-- Try it --
Gather up every line from the entries below that uses the word "list".

....

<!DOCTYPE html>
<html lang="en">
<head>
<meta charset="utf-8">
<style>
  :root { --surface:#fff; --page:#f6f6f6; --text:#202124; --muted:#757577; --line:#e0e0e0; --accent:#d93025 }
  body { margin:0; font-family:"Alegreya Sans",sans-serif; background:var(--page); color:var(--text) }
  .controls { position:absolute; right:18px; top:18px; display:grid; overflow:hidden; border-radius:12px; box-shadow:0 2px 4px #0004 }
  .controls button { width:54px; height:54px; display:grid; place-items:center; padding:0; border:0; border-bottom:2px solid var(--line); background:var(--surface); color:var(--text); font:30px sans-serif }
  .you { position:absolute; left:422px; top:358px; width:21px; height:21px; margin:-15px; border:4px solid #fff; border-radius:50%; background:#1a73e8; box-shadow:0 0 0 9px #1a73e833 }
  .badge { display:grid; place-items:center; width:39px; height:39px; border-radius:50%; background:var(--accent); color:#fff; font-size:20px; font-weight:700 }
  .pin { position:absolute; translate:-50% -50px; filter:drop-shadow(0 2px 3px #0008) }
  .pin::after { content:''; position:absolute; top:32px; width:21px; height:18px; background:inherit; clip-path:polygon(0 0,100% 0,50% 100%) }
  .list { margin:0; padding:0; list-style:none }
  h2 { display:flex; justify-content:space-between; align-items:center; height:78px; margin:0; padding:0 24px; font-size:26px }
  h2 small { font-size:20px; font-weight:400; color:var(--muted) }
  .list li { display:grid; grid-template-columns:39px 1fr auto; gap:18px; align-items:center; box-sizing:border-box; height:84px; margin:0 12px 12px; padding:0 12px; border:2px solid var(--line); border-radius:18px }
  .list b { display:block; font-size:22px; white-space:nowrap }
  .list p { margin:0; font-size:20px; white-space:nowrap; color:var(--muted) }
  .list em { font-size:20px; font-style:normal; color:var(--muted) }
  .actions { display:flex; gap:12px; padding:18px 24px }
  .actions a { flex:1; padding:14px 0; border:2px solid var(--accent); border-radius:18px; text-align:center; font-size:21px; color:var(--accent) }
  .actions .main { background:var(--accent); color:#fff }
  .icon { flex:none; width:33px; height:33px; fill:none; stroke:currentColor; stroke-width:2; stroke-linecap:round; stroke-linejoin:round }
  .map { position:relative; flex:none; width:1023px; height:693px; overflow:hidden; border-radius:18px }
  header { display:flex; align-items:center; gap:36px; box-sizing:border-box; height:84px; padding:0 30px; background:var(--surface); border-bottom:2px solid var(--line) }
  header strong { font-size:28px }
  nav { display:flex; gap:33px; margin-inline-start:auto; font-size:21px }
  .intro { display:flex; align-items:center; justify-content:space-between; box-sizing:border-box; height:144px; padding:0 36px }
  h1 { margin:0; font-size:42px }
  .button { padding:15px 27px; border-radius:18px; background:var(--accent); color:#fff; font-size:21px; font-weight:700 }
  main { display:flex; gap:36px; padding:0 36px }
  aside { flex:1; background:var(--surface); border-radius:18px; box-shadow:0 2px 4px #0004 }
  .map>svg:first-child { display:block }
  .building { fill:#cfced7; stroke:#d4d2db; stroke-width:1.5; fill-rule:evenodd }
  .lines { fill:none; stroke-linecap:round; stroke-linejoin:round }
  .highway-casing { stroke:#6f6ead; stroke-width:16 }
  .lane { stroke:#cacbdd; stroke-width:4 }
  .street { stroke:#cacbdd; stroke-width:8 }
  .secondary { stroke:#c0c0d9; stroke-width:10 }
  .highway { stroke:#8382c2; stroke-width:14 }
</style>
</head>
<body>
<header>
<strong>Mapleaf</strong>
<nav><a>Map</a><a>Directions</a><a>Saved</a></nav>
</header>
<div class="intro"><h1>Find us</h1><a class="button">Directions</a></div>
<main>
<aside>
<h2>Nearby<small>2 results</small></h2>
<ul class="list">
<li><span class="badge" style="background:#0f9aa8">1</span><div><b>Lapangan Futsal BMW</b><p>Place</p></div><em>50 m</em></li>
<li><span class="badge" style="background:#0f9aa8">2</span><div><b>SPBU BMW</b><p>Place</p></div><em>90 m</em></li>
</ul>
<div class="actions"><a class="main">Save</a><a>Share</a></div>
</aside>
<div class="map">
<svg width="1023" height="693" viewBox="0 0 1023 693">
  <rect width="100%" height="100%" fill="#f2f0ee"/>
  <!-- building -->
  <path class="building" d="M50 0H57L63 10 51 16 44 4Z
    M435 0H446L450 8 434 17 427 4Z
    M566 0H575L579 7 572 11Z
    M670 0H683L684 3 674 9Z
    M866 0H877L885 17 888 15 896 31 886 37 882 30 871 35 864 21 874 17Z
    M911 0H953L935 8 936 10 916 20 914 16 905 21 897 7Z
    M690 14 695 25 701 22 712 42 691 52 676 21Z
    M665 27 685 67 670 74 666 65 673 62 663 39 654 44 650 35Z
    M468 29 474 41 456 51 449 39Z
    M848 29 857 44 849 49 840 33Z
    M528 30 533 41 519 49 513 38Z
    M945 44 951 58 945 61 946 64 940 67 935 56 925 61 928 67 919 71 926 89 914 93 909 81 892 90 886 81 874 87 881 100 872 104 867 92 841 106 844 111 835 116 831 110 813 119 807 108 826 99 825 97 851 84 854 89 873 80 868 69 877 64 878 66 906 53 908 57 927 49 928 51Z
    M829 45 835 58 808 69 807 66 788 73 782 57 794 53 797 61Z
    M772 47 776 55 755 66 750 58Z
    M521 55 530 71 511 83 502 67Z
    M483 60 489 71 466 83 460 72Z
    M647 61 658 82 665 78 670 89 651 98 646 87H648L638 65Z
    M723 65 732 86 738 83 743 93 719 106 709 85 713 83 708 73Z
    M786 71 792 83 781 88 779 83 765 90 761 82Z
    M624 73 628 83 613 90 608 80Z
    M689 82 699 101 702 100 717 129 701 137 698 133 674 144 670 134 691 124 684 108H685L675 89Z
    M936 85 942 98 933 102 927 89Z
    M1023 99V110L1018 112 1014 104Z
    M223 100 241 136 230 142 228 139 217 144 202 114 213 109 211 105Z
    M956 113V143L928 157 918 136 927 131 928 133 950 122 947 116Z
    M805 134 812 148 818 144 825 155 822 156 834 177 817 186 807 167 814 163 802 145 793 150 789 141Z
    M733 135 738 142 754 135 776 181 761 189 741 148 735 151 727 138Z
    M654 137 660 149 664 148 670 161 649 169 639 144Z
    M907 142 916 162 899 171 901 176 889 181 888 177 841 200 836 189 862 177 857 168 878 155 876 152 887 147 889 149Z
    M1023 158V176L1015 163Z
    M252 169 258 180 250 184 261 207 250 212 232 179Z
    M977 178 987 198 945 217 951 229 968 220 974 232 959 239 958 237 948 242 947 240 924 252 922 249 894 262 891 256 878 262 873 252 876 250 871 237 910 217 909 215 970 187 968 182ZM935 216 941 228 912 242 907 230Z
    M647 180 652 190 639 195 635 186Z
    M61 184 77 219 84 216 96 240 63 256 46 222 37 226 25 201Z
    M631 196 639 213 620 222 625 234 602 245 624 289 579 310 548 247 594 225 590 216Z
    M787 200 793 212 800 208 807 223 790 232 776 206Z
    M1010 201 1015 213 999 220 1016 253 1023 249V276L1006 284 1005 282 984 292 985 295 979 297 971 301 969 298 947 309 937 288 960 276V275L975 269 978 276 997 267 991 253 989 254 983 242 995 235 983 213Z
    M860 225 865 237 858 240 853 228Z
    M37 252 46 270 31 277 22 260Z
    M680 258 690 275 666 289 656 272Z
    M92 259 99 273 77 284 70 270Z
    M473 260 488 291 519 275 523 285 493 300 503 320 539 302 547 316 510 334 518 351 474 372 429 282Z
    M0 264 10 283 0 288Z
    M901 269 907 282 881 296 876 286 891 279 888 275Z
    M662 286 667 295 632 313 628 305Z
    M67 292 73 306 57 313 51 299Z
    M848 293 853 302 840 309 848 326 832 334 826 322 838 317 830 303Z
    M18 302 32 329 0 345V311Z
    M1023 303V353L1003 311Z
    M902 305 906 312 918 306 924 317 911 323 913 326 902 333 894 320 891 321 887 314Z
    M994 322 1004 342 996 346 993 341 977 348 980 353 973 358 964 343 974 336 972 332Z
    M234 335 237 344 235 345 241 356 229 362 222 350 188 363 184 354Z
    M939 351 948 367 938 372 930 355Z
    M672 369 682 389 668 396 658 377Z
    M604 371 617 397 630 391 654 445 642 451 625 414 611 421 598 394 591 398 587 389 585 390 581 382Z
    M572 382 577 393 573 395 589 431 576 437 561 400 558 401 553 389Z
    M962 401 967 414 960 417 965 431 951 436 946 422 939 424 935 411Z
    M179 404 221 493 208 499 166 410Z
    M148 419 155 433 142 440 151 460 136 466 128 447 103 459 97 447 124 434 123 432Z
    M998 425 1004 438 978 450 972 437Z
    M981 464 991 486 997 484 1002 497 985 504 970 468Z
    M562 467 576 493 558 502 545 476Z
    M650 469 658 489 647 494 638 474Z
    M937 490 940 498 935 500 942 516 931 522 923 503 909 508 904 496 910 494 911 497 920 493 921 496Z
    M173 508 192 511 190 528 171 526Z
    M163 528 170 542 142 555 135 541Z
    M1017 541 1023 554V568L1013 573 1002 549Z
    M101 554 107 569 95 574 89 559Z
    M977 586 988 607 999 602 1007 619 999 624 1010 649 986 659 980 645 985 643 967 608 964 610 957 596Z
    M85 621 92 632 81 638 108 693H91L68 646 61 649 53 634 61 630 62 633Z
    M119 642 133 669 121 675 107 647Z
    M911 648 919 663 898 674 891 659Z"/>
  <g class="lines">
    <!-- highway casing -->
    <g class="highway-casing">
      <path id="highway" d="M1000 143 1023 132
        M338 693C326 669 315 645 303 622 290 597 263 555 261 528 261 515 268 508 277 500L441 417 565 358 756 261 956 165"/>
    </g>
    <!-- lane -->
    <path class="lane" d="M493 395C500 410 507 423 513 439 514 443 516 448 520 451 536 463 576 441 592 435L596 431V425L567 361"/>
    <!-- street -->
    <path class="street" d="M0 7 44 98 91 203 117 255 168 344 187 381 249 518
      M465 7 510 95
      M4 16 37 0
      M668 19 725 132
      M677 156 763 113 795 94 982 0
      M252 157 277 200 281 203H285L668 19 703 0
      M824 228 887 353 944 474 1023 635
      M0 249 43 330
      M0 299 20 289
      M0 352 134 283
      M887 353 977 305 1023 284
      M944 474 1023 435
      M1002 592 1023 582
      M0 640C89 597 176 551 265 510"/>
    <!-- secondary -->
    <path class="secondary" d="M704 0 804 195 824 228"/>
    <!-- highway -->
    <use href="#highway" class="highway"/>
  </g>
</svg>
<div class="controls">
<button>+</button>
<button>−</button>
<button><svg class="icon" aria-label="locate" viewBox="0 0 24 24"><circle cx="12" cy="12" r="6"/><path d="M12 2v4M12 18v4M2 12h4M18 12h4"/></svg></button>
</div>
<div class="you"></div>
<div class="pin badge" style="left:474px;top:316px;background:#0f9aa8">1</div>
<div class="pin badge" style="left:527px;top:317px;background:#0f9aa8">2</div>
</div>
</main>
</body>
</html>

....

-- Result of the task --
  .list { margin:0; padding:0; list-style:none }
  .list li { display:grid; grid-template-columns:39px 1fr auto; gap:18px; align-items:center; box-sizing:border-box; height:84px; margin:0 12px 12px; padding:0 12px; border:2px solid var(--line); border-radius:18px }
  .list b { display:block; font-size:22px; white-space:nowrap }
  .list p { margin:0; font-size:20px; white-space:nowrap; color:var(--muted) }
  .list em { font-size:20px; font-style:normal; color:var(--muted) }
<ul class="list">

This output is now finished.